▶ _What to do_:
Pull out every line with the word "Avenue" from the entries below.

================

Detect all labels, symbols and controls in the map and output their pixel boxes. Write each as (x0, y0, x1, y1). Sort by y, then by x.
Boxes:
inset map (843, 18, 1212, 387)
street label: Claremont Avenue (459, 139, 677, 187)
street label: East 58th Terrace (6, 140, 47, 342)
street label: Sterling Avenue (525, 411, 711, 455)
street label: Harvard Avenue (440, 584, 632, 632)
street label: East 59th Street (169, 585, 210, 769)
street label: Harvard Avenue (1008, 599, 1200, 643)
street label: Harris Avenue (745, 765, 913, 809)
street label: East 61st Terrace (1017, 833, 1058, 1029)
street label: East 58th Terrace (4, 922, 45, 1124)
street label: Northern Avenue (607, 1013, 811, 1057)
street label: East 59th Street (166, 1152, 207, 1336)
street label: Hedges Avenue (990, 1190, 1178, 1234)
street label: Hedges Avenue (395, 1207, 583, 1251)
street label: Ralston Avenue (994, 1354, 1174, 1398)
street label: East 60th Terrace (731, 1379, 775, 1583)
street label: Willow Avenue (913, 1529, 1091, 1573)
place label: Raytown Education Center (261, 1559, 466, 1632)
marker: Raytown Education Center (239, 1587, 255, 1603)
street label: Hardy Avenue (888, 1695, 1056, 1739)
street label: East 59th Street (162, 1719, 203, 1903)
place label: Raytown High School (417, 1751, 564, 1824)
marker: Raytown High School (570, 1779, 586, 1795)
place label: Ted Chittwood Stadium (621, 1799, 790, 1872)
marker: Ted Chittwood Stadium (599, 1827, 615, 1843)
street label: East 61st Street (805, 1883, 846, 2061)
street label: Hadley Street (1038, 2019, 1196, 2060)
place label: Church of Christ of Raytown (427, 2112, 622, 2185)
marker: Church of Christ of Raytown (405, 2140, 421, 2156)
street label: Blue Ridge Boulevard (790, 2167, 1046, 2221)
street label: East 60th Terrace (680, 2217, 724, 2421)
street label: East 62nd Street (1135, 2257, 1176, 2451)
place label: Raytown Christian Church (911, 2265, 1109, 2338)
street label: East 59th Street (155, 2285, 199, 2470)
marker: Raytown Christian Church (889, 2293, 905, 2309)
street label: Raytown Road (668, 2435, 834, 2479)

================

▶ _Completed exercise_:
street label: Claremont Avenue (459, 139, 677, 187)
street label: Sterling Avenue (525, 411, 711, 455)
street label: Harvard Avenue (440, 584, 632, 632)
street label: Harvard Avenue (1008, 599, 1200, 643)
street label: Harris Avenue (745, 765, 913, 809)
street label: Northern Avenue (607, 1013, 811, 1057)
street label: Hedges Avenue (990, 1190, 1178, 1234)
street label: Hedges Avenue (395, 1207, 583, 1251)
street label: Ralston Avenue (994, 1354, 1174, 1398)
street label: Willow Avenue (913, 1529, 1091, 1573)
street label: Hardy Avenue (888, 1695, 1056, 1739)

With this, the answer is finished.